Un patient paie en moyenne, pour son transfert en ambulance d’un hôpital à l’autre, 106€ dans le secteur ambulatoire et 163€ dans le secteur hospitalier, selon un étude Solidaris. Le terme ambulatoire est utilisé pour les patients qui sont dirigés vers un autre hôpital, par exemple au départ du service des urgences ou suite à une consultation.

Le terme d’hospitalisation est utilisé quand il s’agit de patients déjà hospitalisés. Il peut arriver qu’un patient ne peut pas être pris en charge de manière optimale dans l’hôpital où il a été admis, ce qui oblige à le transférer vers un autre hôpital. Mais ces tarifs de 106 et 163€ ne sont que des moyennes. La note est parfois nettement plus salée. Car l’étude relève que, surtout dans le secteur hospitalier, les frais de transferts les plus élevés sont observés pour 5% des patients. Ils s’élèvent alors à plus de 630€ et peuvent monter jusqu’à plus de... 2.000 € !

Les différences observées d’une facture à l’autre s’expliquent par la distance entre les hôpitaux. Les coûts sont nettement plus élevés dans les zones rurales. Par ailleurs, la facture est dopée lorsque la présence d’un médecin ou d’un infirmier est nécessaire. Sans oublier les suppléments pour transfert nocturne, l’administration d’oxygène et/ou perfusion, etc.

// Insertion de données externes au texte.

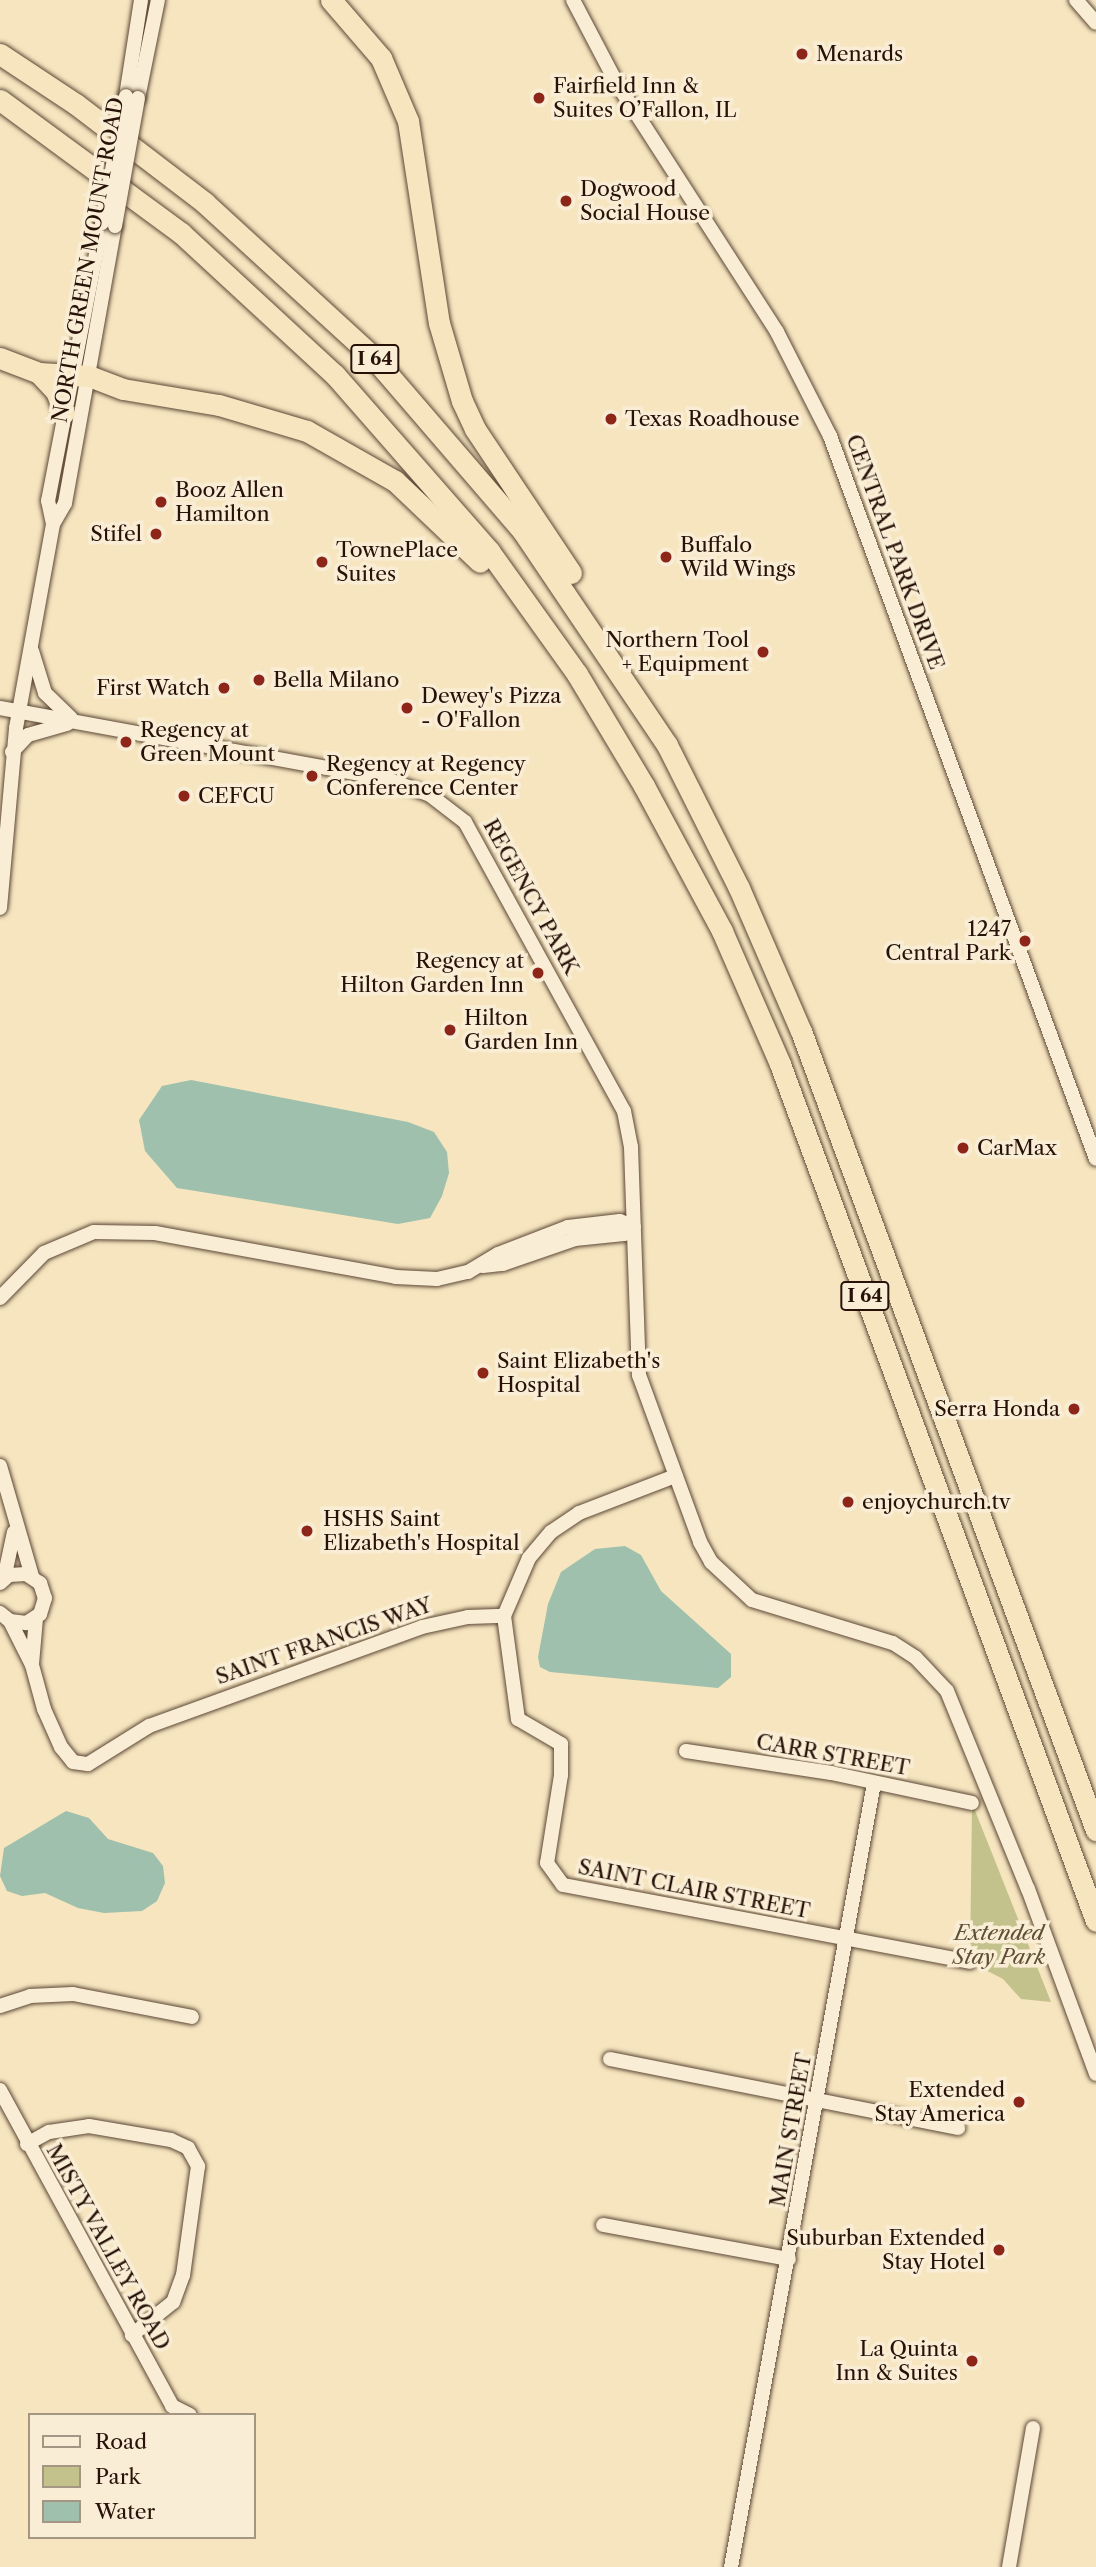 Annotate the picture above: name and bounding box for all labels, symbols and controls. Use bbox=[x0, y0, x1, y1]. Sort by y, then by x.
place label: Menards bbox=[816, 41, 903, 67]
marker: Menards bbox=[794, 46, 810, 62]
place label: Fairfield Inn & Suites O’Fallon, IL bbox=[553, 73, 737, 123]
marker: Fairfield Inn & Suites O’Fallon, IL bbox=[531, 90, 547, 106]
street label: NORTH GREEN MOUNT ROAD bbox=[47, 95, 129, 425]
place label: Dogwood Social House bbox=[580, 176, 710, 226]
marker: Dogwood Social House bbox=[558, 193, 574, 209]
road number: I 64 bbox=[349, 344, 401, 374]
place label: Texas Roadhouse bbox=[625, 406, 799, 432]
marker: Texas Roadhouse bbox=[603, 411, 619, 427]
street label: CENTRAL PARK DRIVE bbox=[841, 431, 949, 673]
place label: Booz Allen Hamilton bbox=[175, 477, 285, 527]
marker: Booz Allen Hamilton bbox=[153, 494, 169, 510]
place label: Stifel bbox=[90, 521, 142, 547]
marker: Stifel bbox=[148, 526, 164, 542]
place label: Buffalo Wild Wings bbox=[680, 532, 797, 582]
place label: TownePlace Suites bbox=[336, 537, 458, 587]
marker: Buffalo Wild Wings bbox=[658, 549, 674, 565]
marker: TownePlace Suites bbox=[314, 554, 330, 570]
place label: Northern Tool + Equipment bbox=[605, 627, 749, 677]
marker: Northern Tool + Equipment bbox=[755, 644, 771, 660]
place label: Bella Milano bbox=[273, 667, 400, 693]
marker: Bella Milano bbox=[251, 672, 267, 688]
place label: First Watch bbox=[95, 675, 210, 701]
marker: First Watch bbox=[216, 680, 232, 696]
place label: Dewey's Pizza - O'Fallon bbox=[421, 683, 561, 733]
marker: Dewey's Pizza - O'Fallon bbox=[399, 700, 415, 716]
place label: Regency at Green Mount bbox=[140, 717, 275, 767]
marker: Regency at Green Mount bbox=[118, 734, 134, 750]
place label: Regency at Regency Conference Center bbox=[326, 751, 526, 801]
marker: Regency at Regency Conference Center bbox=[304, 768, 320, 784]
place label: CEFCU bbox=[198, 783, 275, 809]
marker: CEFCU bbox=[176, 788, 192, 804]
street label: REGENCY PARK bbox=[478, 814, 584, 980]
place label: 1247 Central Park bbox=[885, 916, 1011, 966]
marker: 1247 Central Park bbox=[1017, 933, 1033, 949]
place label: Regency at Hilton Garden Inn bbox=[340, 948, 524, 998]
marker: Regency at Hilton Garden Inn bbox=[530, 965, 546, 981]
place label: Hilton Garden Inn bbox=[464, 1005, 578, 1055]
marker: Hilton Garden Inn bbox=[442, 1022, 458, 1038]
place label: CarMax bbox=[977, 1135, 1057, 1161]
marker: CarMax bbox=[955, 1140, 971, 1156]
road number: I 64 bbox=[839, 1280, 891, 1312]
place label: Saint Elizabeth's Hospital bbox=[497, 1348, 660, 1398]
marker: Saint Elizabeth's Hospital bbox=[475, 1365, 491, 1381]
place label: Serra Honda bbox=[934, 1396, 1060, 1422]
marker: Serra Honda bbox=[1066, 1401, 1082, 1417]
place label: enjoychurch.tv bbox=[862, 1489, 1010, 1515]
marker: enjoychurch.tv bbox=[840, 1494, 856, 1510]
place label: HSHS Saint Elizabeth's Hospital bbox=[323, 1506, 519, 1556]
marker: HSHS Saint Elizabeth's Hospital bbox=[297, 1521, 317, 1541]
street label: SAINT FRANCIS WAY bbox=[212, 1592, 436, 1690]
street label: CARR STREET bbox=[754, 1729, 912, 1781]
street label: SAINT CLAIR STREET bbox=[575, 1854, 813, 1924]
park label: Extended Stay Park bbox=[953, 1920, 1045, 1970]
street label: MAIN STREET bbox=[765, 2051, 817, 2209]
place label: Extended Stay America bbox=[873, 2077, 1005, 2127]
marker: Extended Stay America bbox=[1011, 2094, 1027, 2110]
street label: MISTY VALLEY ROAD bbox=[40, 2139, 176, 2355]
place label: Suburban Extended Stay Hotel bbox=[786, 2225, 985, 2275]
marker: Suburban Extended Stay Hotel bbox=[991, 2242, 1007, 2258]
place label: La Quinta Inn & Suites bbox=[835, 2336, 958, 2386]
marker: La Quinta Inn & Suites bbox=[964, 2353, 980, 2369]
legend bbox=[28, 2413, 256, 2539]
text: Road bbox=[95, 2429, 147, 2454]
text: Park bbox=[95, 2464, 141, 2489]
text: Water bbox=[95, 2499, 155, 2524]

60€ Le forfait, oui mais...

Outre les transferts d’hôpital à hôpital, l’actualité regorge de patients très mécontents à cause de leur facture de transport. L’un a reçu une note de 600 € pour un transfert de son domicile à l’hôpital. Pour un autre, la facture était de 800€. Comment expliquer ces tarifs ? N’a-t-on pas annoncé que, désormais, le transfert en ambulance n’était plus facturé que 60€ au patient, et peu importe la distance ? C’est en partie vrai. En réalité, depuis le 1er janvier 2019, les transports réalisés après à un appel d’urgence au 112 sont facturés au forfait de 60€ par patient. Pas un centime de plus. Le reste étant pris en charge par l’assurance obligatoire. Ce sont les transports médicalisés au départ d’ambulances privées, et sans passer par le 112, qui coûtent cher, même en déduisant ce que paie la mutuelle.

Comment réduire la note ?

Julien Marteleur, pour les mutualités chrétiennes, conseille de prendre contact « avec sa mutualité régionale. Chaque mutualité met à disposition de ses membres des services variés de transports non urgents. Il nous paraît utile de souligner que dans, le cadre de certains transports non-urgents, notre mutualité peut compter sur les efforts de nombreux bénévoles pour organiser ce type de trajets. » Pour le reste, les mutuelles vont intervenir dans les frais supplémentaires non couverts par l’assurance obligatoire.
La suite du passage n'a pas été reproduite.